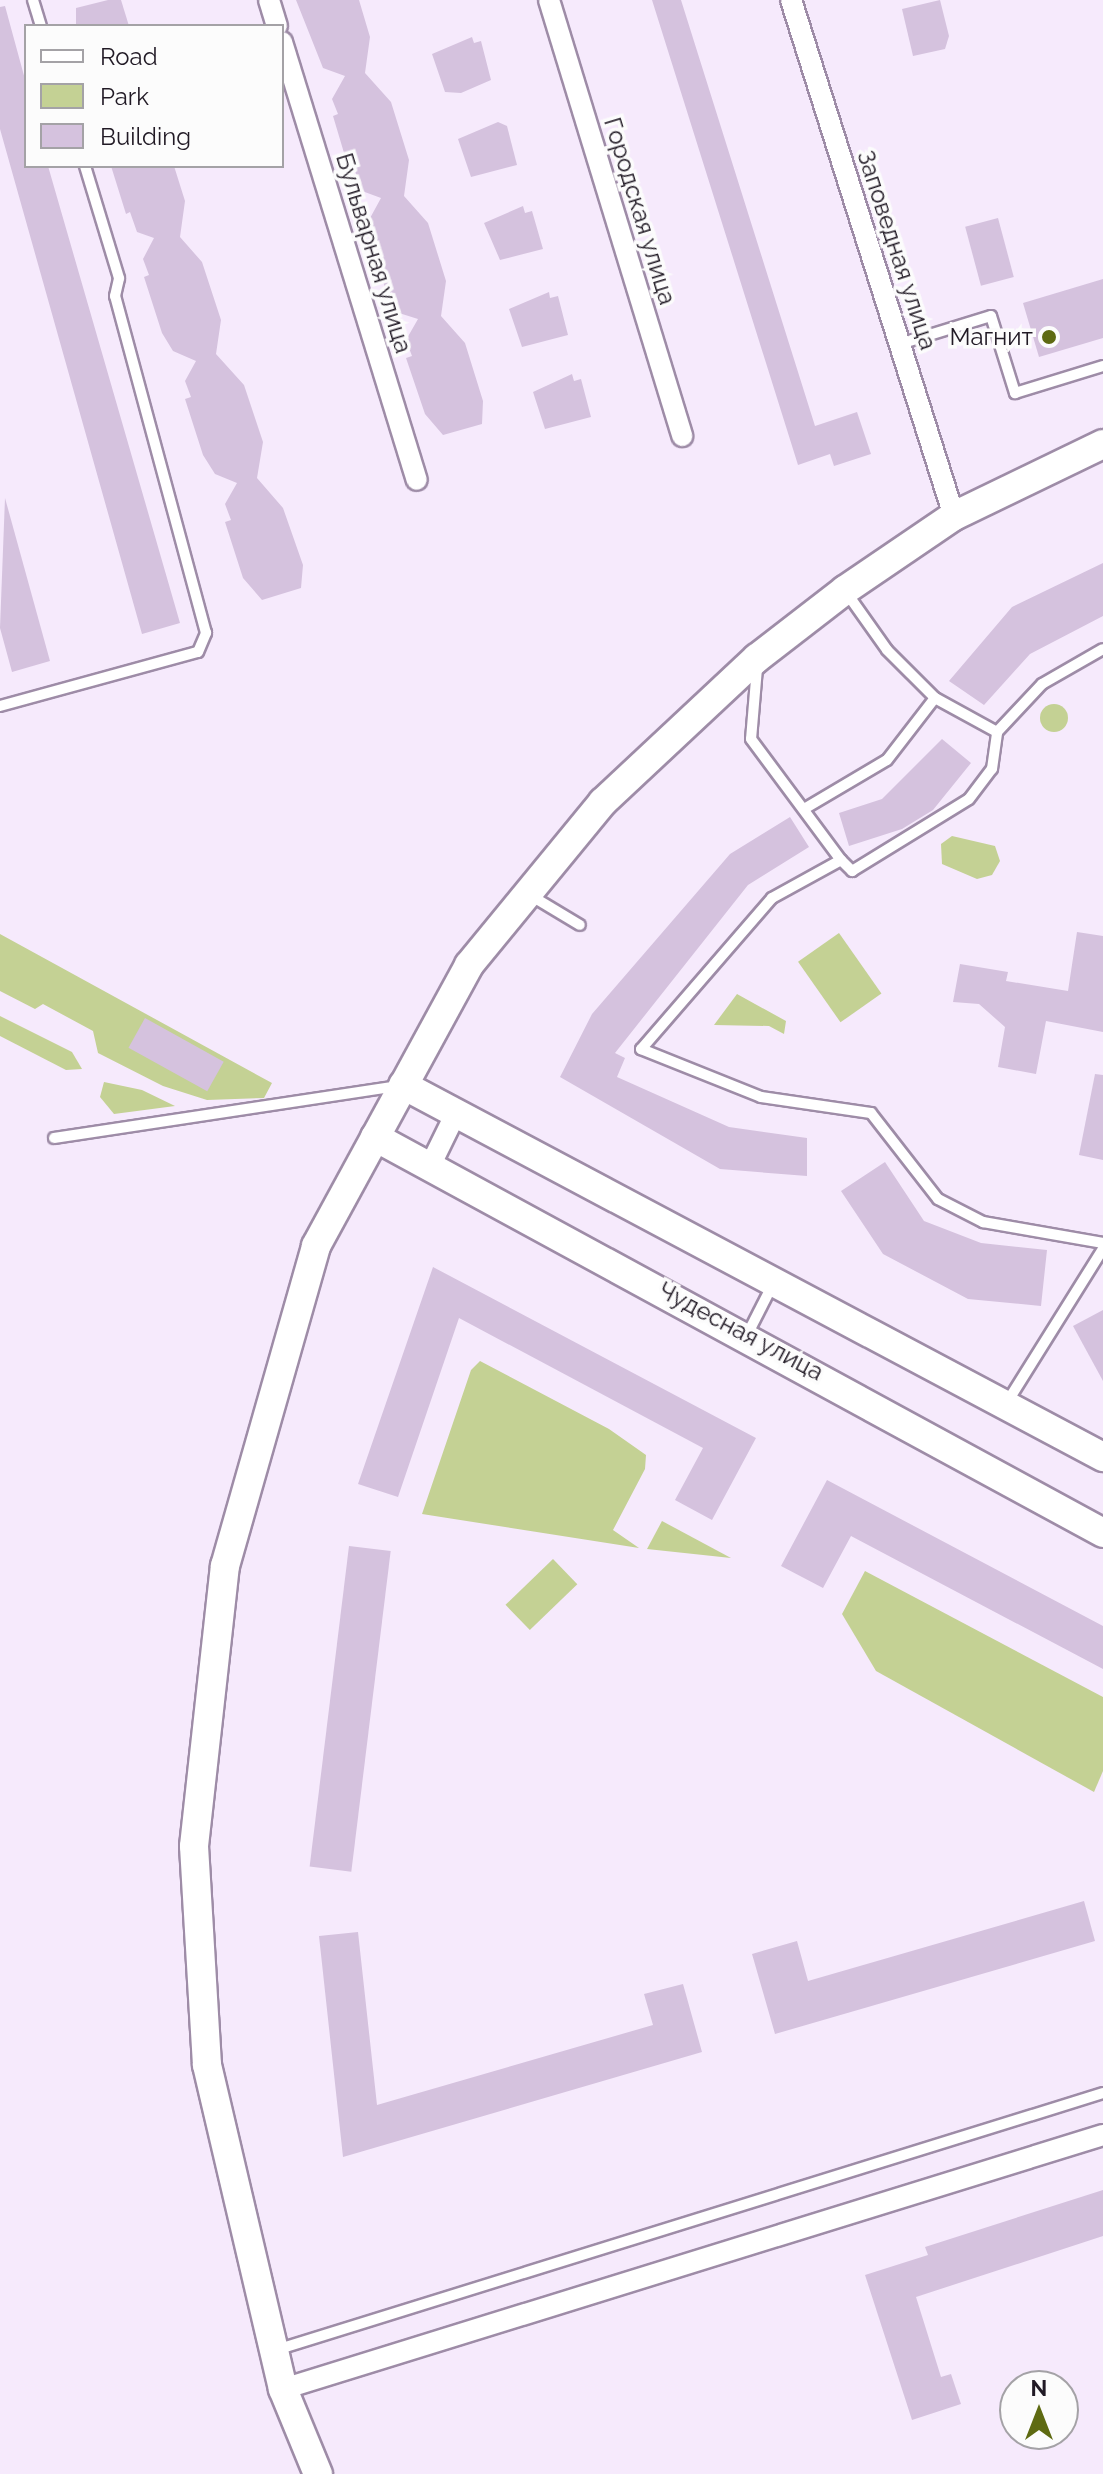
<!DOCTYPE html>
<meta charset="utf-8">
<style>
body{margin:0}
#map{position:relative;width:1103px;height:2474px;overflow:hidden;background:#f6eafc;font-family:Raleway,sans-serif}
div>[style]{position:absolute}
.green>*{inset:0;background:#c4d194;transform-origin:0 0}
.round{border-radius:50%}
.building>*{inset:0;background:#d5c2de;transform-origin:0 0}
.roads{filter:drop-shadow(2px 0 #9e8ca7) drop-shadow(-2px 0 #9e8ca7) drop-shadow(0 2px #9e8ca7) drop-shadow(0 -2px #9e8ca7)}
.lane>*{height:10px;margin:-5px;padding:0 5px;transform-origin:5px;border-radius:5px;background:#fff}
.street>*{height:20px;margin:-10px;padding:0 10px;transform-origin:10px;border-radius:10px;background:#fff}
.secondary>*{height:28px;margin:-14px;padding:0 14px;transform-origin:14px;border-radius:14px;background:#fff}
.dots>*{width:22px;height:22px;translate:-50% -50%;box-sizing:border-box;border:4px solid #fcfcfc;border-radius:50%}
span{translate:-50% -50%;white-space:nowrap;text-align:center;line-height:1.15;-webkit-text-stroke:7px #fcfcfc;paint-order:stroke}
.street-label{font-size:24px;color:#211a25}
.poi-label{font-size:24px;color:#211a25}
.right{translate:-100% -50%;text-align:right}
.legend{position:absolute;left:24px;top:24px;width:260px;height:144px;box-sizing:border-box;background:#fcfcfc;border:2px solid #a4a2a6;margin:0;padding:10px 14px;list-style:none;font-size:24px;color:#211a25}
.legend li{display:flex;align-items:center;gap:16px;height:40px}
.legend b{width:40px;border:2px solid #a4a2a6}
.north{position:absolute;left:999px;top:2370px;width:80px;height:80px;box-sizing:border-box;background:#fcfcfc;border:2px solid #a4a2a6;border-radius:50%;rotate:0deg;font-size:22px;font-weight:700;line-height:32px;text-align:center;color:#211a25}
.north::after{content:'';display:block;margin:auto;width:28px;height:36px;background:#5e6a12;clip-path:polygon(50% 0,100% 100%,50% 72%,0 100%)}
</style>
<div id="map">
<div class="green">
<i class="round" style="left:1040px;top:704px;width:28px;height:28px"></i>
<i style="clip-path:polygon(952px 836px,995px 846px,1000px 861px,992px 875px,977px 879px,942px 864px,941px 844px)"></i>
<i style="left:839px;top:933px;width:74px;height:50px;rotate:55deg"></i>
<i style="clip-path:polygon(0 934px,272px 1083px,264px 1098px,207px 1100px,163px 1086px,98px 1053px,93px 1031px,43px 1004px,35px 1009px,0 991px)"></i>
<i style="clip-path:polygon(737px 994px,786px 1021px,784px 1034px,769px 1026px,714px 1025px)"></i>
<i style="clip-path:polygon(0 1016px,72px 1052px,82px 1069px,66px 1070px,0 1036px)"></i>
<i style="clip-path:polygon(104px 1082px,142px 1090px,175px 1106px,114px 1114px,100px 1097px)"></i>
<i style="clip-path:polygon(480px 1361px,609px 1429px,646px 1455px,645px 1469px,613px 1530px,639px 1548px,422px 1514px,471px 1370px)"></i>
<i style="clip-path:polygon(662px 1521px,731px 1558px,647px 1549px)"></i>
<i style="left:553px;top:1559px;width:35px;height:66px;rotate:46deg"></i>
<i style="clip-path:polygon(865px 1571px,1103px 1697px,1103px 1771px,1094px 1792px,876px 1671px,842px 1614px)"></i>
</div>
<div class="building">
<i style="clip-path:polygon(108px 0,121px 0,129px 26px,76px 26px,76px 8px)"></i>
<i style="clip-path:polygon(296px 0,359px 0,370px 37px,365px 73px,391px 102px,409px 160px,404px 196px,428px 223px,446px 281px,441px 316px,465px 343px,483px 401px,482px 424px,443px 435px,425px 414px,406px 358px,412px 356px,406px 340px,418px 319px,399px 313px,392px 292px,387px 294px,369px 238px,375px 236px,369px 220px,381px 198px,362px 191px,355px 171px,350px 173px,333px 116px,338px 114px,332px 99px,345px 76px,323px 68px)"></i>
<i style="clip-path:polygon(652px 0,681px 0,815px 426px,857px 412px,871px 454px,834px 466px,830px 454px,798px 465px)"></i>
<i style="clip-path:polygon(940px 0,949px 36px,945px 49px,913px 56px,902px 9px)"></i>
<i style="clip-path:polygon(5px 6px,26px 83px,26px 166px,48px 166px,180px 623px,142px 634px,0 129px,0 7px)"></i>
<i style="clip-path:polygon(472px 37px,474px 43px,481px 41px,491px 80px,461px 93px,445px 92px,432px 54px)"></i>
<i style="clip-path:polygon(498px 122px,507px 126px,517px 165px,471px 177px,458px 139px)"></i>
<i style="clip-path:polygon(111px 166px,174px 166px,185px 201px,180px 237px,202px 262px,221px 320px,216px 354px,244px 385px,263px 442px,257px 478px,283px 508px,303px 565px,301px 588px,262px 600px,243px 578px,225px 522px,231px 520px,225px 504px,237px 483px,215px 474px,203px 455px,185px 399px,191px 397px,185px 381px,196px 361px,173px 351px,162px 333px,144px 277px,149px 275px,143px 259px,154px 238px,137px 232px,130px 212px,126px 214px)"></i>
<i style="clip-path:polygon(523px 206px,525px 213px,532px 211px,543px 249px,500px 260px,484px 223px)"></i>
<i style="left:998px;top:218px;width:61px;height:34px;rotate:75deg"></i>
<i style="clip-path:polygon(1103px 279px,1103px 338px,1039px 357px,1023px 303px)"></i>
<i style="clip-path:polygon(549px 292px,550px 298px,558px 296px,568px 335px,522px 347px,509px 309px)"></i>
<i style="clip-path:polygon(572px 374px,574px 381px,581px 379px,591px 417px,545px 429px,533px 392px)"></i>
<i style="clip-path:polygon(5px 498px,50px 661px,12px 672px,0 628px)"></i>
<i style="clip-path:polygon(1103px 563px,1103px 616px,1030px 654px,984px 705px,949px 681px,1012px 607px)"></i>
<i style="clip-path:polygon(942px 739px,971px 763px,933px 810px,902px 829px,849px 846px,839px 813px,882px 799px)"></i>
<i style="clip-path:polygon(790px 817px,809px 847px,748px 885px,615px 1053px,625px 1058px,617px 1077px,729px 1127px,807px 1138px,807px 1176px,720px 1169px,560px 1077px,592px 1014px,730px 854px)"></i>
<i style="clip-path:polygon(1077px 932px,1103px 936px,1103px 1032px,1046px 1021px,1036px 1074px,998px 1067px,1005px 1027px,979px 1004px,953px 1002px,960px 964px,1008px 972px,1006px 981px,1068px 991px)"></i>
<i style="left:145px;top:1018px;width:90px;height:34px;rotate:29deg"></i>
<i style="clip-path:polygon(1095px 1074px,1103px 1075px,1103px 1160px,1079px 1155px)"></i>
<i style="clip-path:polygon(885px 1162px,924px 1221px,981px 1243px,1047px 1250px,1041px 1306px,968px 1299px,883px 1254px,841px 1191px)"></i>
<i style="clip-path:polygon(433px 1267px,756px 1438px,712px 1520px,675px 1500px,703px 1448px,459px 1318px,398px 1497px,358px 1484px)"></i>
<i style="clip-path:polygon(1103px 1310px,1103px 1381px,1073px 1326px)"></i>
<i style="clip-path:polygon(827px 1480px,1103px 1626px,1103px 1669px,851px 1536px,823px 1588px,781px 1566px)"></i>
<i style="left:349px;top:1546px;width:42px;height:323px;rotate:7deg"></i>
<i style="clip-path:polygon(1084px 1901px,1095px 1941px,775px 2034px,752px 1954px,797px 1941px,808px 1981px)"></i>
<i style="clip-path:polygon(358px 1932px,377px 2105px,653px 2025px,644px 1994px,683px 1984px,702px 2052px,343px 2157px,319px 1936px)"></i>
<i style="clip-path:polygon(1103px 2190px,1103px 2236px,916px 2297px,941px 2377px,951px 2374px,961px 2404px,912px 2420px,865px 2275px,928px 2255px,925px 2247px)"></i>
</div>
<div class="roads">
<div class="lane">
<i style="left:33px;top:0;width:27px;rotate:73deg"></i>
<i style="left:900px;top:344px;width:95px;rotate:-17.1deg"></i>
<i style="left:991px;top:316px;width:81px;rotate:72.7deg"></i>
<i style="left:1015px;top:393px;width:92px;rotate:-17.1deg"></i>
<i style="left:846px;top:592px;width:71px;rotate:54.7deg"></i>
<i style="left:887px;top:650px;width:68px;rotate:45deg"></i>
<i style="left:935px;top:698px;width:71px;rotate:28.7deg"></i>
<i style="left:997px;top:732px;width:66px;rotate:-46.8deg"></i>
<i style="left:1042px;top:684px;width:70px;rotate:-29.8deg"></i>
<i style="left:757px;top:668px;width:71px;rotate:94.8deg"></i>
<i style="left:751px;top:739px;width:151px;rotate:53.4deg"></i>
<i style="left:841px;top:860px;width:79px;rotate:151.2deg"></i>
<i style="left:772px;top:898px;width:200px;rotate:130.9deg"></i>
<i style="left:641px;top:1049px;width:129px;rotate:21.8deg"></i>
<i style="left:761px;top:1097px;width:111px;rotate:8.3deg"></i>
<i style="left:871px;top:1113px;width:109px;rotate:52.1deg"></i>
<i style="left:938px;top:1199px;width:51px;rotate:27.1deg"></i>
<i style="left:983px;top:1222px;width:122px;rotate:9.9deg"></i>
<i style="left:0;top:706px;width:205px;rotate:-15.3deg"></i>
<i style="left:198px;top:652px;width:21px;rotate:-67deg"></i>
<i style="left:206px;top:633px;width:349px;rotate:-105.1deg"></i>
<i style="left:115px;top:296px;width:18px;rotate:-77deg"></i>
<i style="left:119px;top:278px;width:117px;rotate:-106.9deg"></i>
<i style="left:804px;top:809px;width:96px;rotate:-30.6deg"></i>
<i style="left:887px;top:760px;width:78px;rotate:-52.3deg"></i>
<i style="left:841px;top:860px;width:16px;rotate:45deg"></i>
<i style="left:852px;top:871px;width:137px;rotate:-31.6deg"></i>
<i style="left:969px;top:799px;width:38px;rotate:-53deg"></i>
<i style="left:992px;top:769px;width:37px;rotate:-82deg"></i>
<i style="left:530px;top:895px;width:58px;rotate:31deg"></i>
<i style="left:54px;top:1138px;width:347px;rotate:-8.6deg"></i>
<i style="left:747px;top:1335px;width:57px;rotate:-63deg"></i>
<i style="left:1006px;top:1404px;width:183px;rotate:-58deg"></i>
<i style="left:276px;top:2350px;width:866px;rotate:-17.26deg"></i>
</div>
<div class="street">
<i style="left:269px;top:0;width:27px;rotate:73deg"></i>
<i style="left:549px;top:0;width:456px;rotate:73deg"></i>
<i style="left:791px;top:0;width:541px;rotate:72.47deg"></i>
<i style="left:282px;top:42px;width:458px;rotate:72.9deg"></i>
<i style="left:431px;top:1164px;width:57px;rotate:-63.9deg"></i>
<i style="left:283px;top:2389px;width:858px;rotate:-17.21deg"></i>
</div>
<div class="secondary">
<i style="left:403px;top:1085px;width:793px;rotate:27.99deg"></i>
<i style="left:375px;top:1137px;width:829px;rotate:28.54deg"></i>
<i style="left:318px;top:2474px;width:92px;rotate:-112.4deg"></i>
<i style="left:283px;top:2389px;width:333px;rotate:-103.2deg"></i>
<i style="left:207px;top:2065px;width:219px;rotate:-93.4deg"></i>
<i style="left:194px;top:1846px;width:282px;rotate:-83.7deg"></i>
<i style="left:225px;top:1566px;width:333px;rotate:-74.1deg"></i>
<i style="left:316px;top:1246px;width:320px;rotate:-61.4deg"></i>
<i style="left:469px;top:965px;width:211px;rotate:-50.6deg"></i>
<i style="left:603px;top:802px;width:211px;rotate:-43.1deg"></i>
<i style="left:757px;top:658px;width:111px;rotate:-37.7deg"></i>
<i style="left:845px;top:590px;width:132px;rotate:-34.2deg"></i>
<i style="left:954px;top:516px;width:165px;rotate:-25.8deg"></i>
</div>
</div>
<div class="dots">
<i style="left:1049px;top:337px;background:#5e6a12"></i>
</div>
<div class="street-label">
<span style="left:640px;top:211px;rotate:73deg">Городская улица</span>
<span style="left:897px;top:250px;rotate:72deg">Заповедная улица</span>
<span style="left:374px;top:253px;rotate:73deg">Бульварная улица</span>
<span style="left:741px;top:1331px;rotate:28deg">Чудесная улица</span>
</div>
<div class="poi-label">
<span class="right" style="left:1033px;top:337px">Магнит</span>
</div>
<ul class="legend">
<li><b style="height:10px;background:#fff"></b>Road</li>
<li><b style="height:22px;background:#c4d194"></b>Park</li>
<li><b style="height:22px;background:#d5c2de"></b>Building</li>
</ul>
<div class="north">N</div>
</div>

#####

◆ REQUIRED ACTION:
Filter the data down to the lines that contain the string "dots", and copy them.

◆ EXERCISE ANSWER:
.dots>*{width:22px;height:22px;translate:-50% -50%;box-sizing:border-box;border:4px solid #fcfcfc;border-radius:50%}
<div class="dots">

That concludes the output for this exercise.